What is expected => Retype the data below exactly; skip every image.

+++++

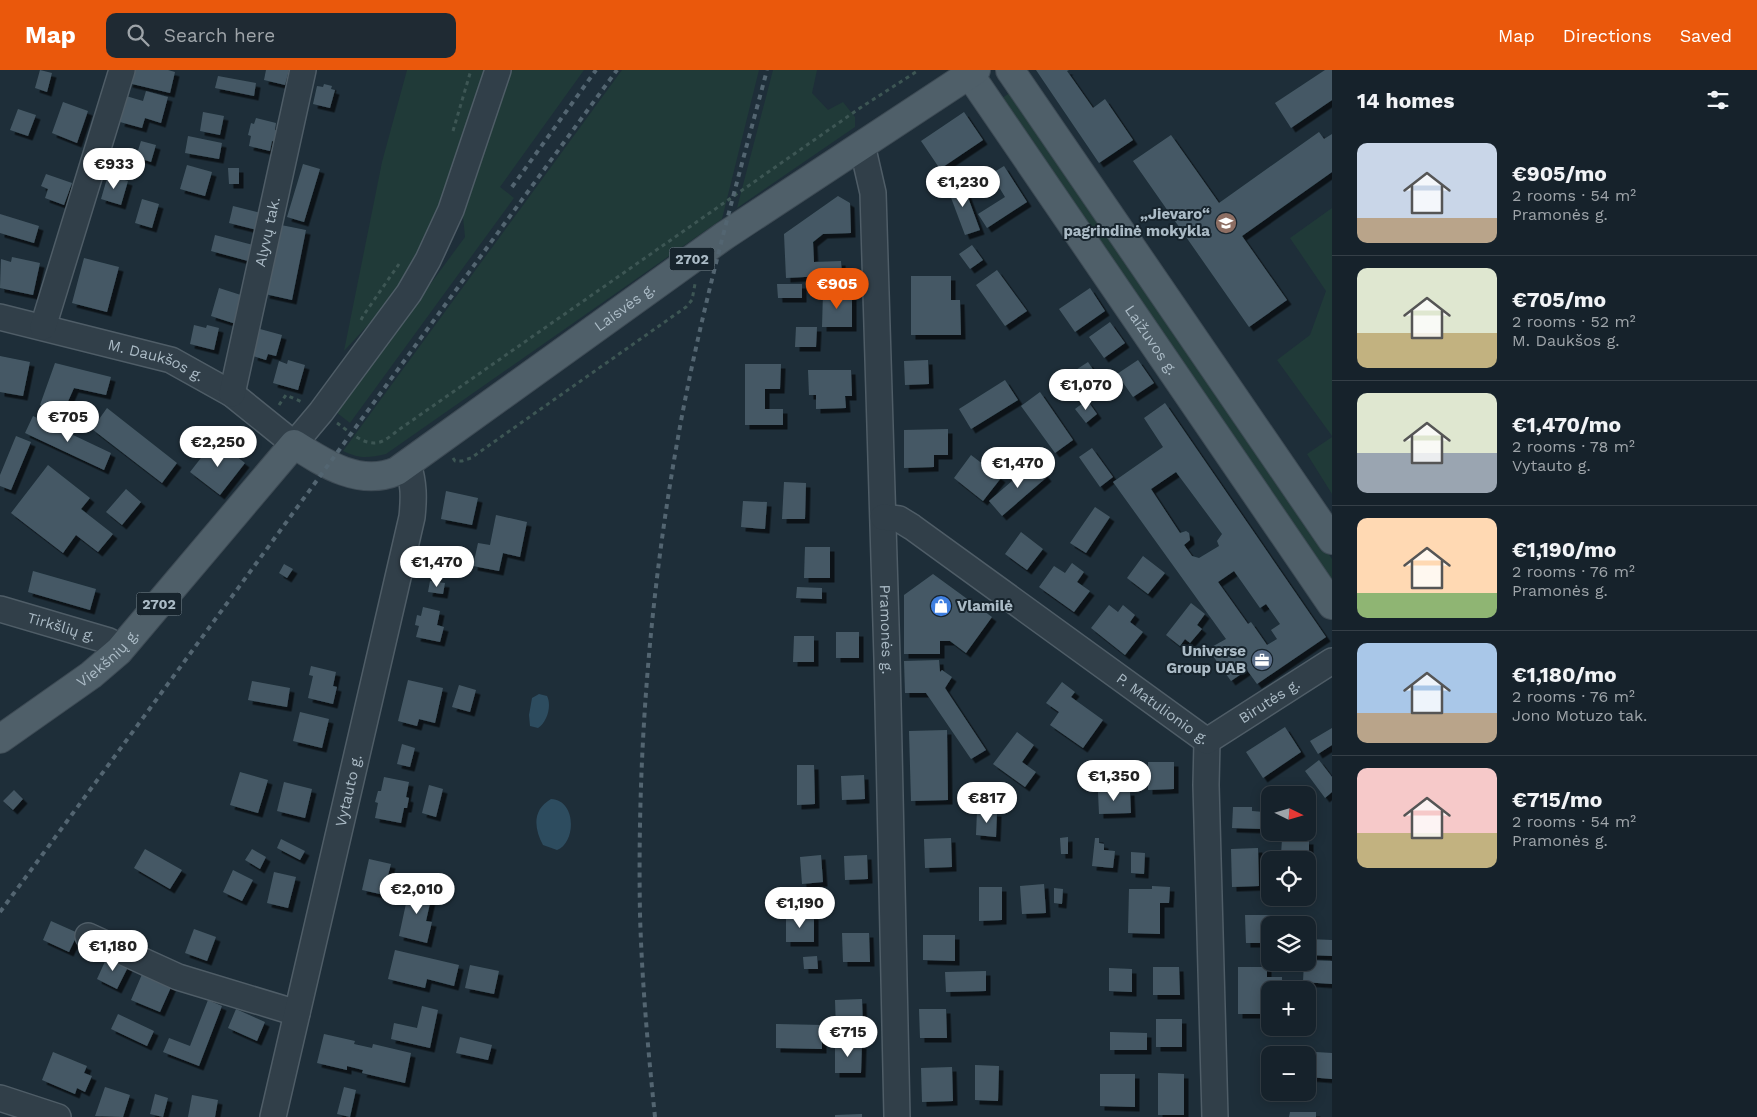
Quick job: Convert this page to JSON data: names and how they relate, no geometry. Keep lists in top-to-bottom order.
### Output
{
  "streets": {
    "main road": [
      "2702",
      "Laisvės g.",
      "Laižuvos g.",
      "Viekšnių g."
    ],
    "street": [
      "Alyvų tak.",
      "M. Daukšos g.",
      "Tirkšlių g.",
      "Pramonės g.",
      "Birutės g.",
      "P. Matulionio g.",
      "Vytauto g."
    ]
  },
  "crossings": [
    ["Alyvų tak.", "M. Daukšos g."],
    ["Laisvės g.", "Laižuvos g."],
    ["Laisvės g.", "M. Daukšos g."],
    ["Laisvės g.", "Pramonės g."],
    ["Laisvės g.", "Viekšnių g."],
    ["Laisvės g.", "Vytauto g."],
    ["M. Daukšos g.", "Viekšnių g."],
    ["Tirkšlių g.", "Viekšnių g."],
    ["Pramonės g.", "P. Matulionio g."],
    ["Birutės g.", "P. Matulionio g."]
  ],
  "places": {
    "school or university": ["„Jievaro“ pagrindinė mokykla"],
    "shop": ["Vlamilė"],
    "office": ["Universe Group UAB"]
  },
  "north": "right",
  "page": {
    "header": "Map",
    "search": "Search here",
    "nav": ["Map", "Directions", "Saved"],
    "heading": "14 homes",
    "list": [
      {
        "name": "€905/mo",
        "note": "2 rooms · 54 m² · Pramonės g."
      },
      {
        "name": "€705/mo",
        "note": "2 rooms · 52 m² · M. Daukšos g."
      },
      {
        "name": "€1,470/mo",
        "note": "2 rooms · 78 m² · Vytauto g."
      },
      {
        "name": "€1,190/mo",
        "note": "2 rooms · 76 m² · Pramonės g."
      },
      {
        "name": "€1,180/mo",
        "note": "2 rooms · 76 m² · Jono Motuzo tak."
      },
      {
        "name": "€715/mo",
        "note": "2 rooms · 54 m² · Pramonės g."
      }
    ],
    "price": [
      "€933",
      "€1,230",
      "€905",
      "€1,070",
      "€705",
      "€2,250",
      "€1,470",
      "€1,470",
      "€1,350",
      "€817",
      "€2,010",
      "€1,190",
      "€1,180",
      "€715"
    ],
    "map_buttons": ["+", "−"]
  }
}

+++++

Written response =>
Quick job: Convert this page to JSON data: names and how they relate, no geometry. Keep lists in top-to-bottom order.
### Output
{
  "streets": {
    "main road": [
      "2702",
      "Laisvės g.",
      "Laižuvos g.",
      "Viekšnių g."
    ],
    "street": [
      "Alyvų tak.",
      "M. Daukšos g.",
      "Tirkšlių g.",
      "Pramonės g.",
      "Birutės g.",
      "P. Matulionio g.",
      "Vytauto g."
    ]
  },
  "crossings": [
    ["Alyvų tak.", "M. Daukšos g."],
    ["Laisvės g.", "Laižuvos g."],
    ["Laisvės g.", "M. Daukšos g."],
    ["Laisvės g.", "Pramonės g."],
    ["Laisvės g.", "Viekšnių g."],
    ["Laisvės g.", "Vytauto g."],
    ["M. Daukšos g.", "Viekšnių g."],
    ["Tirkšlių g.", "Viekšnių g."],
    ["Pramonės g.", "P. Matulionio g."],
    ["Birutės g.", "P. Matulionio g."]
  ],
  "places": {
    "school or university": ["„Jievaro“ pagrindinė mokykla"],
    "shop": ["Vlamilė"],
    "office": ["Universe Group UAB"]
  },
  "north": "right",
  "page": {
    "header": "Map",
    "search": "Search here",
    "nav": ["Map", "Directions", "Saved"],
    "heading": "14 homes",
    "list": [
      {
        "name": "€905/mo",
        "note": "2 rooms · 54 m² · Pramonės g."
      },
      {
        "name": "€705/mo",
        "note": "2 rooms · 52 m² · M. Daukšos g."
      },
      {
        "name": "€1,470/mo",
        "note": "2 rooms · 78 m² · Vytauto g."
      },
      {
        "name": "€1,190/mo",
        "note": "2 rooms · 76 m² · Pramonės g."
      },
      {
        "name": "€1,180/mo",
        "note": "2 rooms · 76 m² · Jono Motuzo tak."
      },
      {
        "name": "€715/mo",
        "note": "2 rooms · 54 m² · Pramonės g."
      }
    ],
    "price": [
      "€933",
      "€1,230",
      "€905",
      "€1,070",
      "€705",
      "€2,250",
      "€1,470",
      "€1,470",
      "€1,350",
      "€817",
      "€2,010",
      "€1,190",
      "€1,180",
      "€715"
    ],
    "map_buttons": ["+", "−"]
  }
}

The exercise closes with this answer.